Electronic communication is constantly changing. Email is great for fast and effective communication, but basic rules for clarity, courtesy, and respect should still be kept in mind. While email is certainly a more informal form of communication, here are some tips for effective and civil email communication.
Don't send an email in haste when you are upset. If you are thinking of addressing a workplace problem via email, give it a few days. Allow yourself some time to calm down and think things over. You can't take back that angry email.
Be sure to include an informative and poignant subject line. Never send an email with "no subject" in the subject line.
While spellcheck is a great tool, always read your emails over once or twice for grammar, spelling and word choice. Email is not an excuse for misspellings, grammatical errors, or punctual mistakes.

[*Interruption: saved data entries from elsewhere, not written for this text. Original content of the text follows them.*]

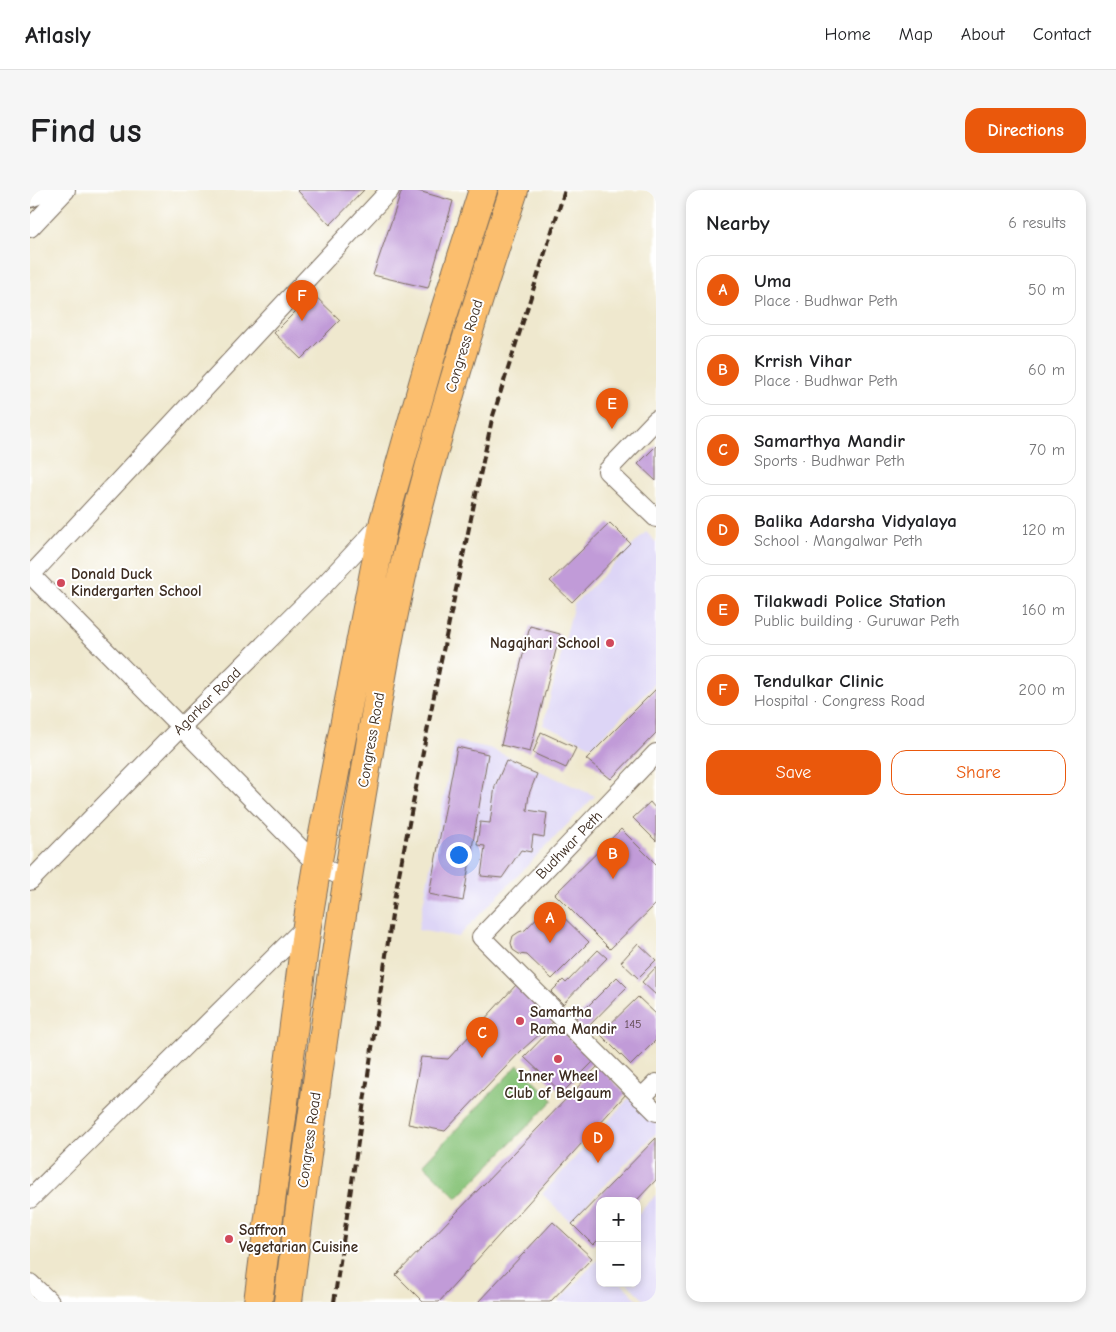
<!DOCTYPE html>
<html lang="en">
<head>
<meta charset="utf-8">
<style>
  :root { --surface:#fff; --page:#f6f6f6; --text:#202124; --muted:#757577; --line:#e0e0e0; --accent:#ea580c }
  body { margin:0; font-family:"Comic Neue",sans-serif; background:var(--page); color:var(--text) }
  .controls { position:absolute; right:15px; bottom:15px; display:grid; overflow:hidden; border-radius:10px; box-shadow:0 2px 8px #0003 }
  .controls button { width:45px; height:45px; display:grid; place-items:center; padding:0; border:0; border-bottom:1px solid var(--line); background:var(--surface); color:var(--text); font:25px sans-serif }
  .you { position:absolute; left:428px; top:664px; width:18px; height:18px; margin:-12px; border:4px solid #fff; border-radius:50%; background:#1a73e8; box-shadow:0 0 0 8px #1a73e833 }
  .badge { display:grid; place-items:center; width:32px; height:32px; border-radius:50%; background:var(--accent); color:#fff; font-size:16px; font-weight:700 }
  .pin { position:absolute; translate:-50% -41px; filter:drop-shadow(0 1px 2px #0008) }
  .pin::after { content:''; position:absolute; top:26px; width:18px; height:15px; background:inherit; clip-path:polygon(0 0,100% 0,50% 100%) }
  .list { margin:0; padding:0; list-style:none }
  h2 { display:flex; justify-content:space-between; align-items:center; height:65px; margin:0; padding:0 20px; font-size:21px }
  h2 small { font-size:16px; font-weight:400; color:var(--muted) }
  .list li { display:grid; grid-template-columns:32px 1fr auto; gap:15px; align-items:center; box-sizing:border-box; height:70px; margin:0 10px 10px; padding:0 10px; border:1px solid var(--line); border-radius:15px }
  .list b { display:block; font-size:19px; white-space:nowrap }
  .list p { margin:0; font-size:16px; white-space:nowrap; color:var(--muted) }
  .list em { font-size:16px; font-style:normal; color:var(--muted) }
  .actions { display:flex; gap:10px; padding:15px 20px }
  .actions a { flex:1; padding:11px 0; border:1px solid var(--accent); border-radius:15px; text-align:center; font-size:18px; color:var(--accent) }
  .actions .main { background:var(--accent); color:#fff }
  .map { position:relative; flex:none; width:626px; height:1112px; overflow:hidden; border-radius:15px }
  header { display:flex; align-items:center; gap:30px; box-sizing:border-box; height:70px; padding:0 25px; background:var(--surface); border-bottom:1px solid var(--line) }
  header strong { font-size:24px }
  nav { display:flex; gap:28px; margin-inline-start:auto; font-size:18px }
  .intro { display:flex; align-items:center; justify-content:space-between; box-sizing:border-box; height:120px; padding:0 30px }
  h1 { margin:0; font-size:35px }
  .button { padding:12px 22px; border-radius:15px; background:var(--accent); color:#fff; font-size:18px; font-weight:700 }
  main { display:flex; gap:30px; padding:0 30px }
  aside { flex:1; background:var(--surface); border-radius:15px; box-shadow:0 2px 8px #0003 }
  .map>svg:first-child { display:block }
  .built { fill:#ddd5f6 }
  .green { fill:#89c47a; stroke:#62774c }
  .building { fill:#c19bd8 }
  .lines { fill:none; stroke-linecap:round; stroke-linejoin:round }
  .minor-casing { stroke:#7a6c5c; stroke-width:20 }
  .tertiary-casing { stroke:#7a6c5c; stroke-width:25 }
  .trunk-casing { stroke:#7a6c5c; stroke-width:30 }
  .minor { stroke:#fff; stroke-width:18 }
  .tertiary { stroke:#fff; stroke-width:22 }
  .trunk { stroke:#fbbe6e; stroke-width:28 }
  .rail { stroke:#3b2a1e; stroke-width:4; stroke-dasharray:8 4; stroke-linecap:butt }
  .poi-dot { fill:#d1495b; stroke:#fff; stroke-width:2 }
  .labels { text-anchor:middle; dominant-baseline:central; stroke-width:4; stroke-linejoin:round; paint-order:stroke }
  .number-label { font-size:12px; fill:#5c464c }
  .street-label { font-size:15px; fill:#3b2a1e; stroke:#fff }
  .poi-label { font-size:15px; font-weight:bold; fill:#3b2a1e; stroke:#fff; text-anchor:start }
</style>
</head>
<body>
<header>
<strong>Atlasly</strong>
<nav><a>Home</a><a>Map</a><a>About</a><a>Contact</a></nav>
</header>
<div class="intro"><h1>Find us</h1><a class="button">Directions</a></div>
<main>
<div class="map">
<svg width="626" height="1112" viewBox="0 0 626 1112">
  <rect width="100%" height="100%" fill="#fff"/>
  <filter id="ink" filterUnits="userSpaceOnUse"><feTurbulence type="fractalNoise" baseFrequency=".02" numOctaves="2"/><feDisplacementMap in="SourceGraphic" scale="10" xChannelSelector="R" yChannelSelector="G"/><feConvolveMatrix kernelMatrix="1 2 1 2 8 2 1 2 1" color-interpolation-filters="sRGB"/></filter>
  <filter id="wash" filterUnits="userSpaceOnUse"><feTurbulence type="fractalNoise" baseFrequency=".0096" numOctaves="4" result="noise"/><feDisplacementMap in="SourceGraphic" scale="20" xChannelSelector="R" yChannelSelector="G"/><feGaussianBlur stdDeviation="1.12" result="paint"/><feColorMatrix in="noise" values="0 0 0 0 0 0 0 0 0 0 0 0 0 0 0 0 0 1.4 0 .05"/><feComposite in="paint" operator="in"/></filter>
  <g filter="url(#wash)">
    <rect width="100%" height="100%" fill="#efe8ce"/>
    <path class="built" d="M 616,342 L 626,352 L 626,493 L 562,556 L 513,535 L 544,414 Z
      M 425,551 L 459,558 L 565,606 L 428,747 L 388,740 Z
      M 599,908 L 626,934 L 626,943 L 540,1031 L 512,1004 Z
      M 626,1005 L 626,1112 L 616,1112 L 597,1093 L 607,1093 L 607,1025 Z
      M 567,1070 L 570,1073 L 570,1093 L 591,1093 L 610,1112 L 528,1112 Z"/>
    <path class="green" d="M 488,875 L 523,910 L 427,1008 L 393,974 Z"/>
    <g id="blocks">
      <path class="building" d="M 267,0 L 334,0 L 300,35 Z
        M 372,0 L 385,0 L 423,11 L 398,98 L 343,85 Z
        M 283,104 L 310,130 L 271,169 L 244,143 Z
        M 626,256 L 626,291 L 608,274 Z
        M 580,333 L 600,353 L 542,412 L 520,391 Z
        M 500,436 L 530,444 L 500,562 L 471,555 Z
        M 626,499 L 626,543 L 581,589 L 556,569 Z
        M 511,542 L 546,558 L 536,578 L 503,563 Z
        M 427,557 L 458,564 L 433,711 L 399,704 Z
        M 476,571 L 507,584 L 499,604 L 497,620 L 517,623 L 514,647 L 503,645 L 501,662 L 491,660 L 472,688 L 451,686 L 455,656 L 447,655 L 450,632 L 460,633 L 465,596 Z
        M 620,612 L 626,619 L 626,651 L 603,628 Z
        M 591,639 L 626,674 L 626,714 L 580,759 L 525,704 Z
        M 520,714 L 559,752 L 522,789 L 497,765 L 489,764 L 483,760 L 481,753 L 483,746 L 489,742 L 495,740 Z
        M 608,753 L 626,770 L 608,788 L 591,772 Z
        M 568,760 L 577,768 L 533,814 L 521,802 L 533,790 L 536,793 Z
        M 626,777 L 626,805 L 612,792 Z
        M 587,787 L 597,797 L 555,840 L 544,830 Z
        M 486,795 L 523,832 L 492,860 L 415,941 L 378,934 L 391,867 L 418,869 Z
        M 608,807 L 626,824 L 626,850 L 601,875 L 570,844 Z
        M 525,835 L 563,872 L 532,903 L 494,867 Z
        M 568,876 L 596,904 L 409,1112 L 393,1112 L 366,1085 Z
        M 626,948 L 626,990 L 606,1011 L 570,1011 L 570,1048 L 563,1055 L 542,1034 Z
        M 523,1032 L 562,1068 L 520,1112 L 448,1112 Z"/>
    </g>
  </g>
  <g filter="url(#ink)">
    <use href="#blocks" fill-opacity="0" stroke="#7a6c5c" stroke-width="1"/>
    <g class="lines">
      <g class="minor-casing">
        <path id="minor" d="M 0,38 L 36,0
          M 626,230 L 577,281 L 626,328
          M 0,384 L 287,675 L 317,689
          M 0,386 L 360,0
          M 626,563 L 451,747 L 626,922
          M 0,691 L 150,538 L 294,395 L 352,333
          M 611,908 L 626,893
          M 0,1009 L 277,735
          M 0,1093 L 20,1112"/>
      </g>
      <g class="tertiary-casing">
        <path id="tertiary" d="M 0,6 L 16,0"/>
      </g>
      <g class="trunk-casing">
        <path id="trunk" d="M 228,1112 L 277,735 L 287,675 L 354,331 L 406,148 L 453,0
          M 258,1112 C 279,942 303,772 332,603 C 346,521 359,437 379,356 C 408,236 445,118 484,0"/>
      </g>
      <use href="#minor" class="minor"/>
      <use href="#tertiary" class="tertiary"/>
      <use href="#trunk" class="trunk"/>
      <path class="rail" d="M 304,1112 L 365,705 L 410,475 L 462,229 L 535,0"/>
    </g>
  </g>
  <g class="poi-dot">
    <circle cx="31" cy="393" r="5"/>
    <circle cx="580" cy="453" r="5"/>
    <circle cx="490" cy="831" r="5"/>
    <circle cx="528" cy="869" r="5"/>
    <circle cx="199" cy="1049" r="5"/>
  </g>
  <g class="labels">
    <g class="number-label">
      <text x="603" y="834">145</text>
    </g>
    <g class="street-label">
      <text transform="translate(434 156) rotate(-73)">Congress Road</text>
      <text transform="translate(177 511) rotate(-45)">Agarkar Road</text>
      <text transform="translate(341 550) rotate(-80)">Congress Road</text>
      <text transform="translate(539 655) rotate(-46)">Budhwar Peth</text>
      <text transform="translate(279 950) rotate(-82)">Congress Road</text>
    </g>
    <g class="poi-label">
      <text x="41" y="384">Donald Duck<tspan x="41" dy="17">Kindergarten School</tspan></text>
      <text x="570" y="453" text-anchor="end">Nagajhari School</text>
      <text x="500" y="822">Samartha<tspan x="500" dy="17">Rama Mandir</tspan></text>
      <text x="528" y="886" text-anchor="middle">Inner Wheel<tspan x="528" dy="17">Club of Belgaum</tspan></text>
      <text x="209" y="1040">Saffron<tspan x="209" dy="17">Vegetarian Cuisine</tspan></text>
    </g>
  </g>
</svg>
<div class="controls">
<button>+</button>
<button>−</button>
</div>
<div class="you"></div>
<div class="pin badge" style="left:520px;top:753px">A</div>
<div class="pin badge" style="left:583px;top:689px">B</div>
<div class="pin badge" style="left:452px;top:868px">C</div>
<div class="pin badge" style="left:568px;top:973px">D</div>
<div class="pin badge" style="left:582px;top:239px">E</div>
<div class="pin badge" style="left:272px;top:131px">F</div>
</div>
<aside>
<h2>Nearby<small>6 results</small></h2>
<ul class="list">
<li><span class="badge">A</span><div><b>Uma</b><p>Place · Budhwar Peth</p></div><em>50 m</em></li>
<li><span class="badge">B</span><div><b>Krrish Vihar</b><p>Place · Budhwar Peth</p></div><em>60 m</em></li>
<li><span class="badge">C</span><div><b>Samarthya Mandir</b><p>Sports · Budhwar Peth</p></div><em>70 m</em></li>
<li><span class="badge">D</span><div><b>Balika Adarsha Vidyalaya</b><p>School · Mangalwar Peth</p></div><em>120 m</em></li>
<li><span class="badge">E</span><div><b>Tilakwadi Police Station</b><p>Public building · Guruwar Peth</p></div><em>160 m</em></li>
<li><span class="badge">F</span><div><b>Tendulkar Clinic</b><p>Hospital · Congress Road</p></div><em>200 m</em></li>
</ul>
<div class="actions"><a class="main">Save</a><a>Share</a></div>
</aside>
</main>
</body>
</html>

Be aware of usage of all caps, emoticons, and text message abbreviation. Using all capital letters tends to convey to the reader that you are shouting at them and tends to be harder to read. Also be aware that in the absence of facial expressions or tone of voice, interpretation defaults to the negative.
While there is no doubt that email is more informal than a typed letter, salutations and closings are still important. When composing email to senior management always use a more formal greeting. When in doubt, defer to the formal. For example, use Mr. or Ms., hello versus hi, or Elizabeth versus Liz. When communicating with senior management you should also end the email with a formal sign-off as well.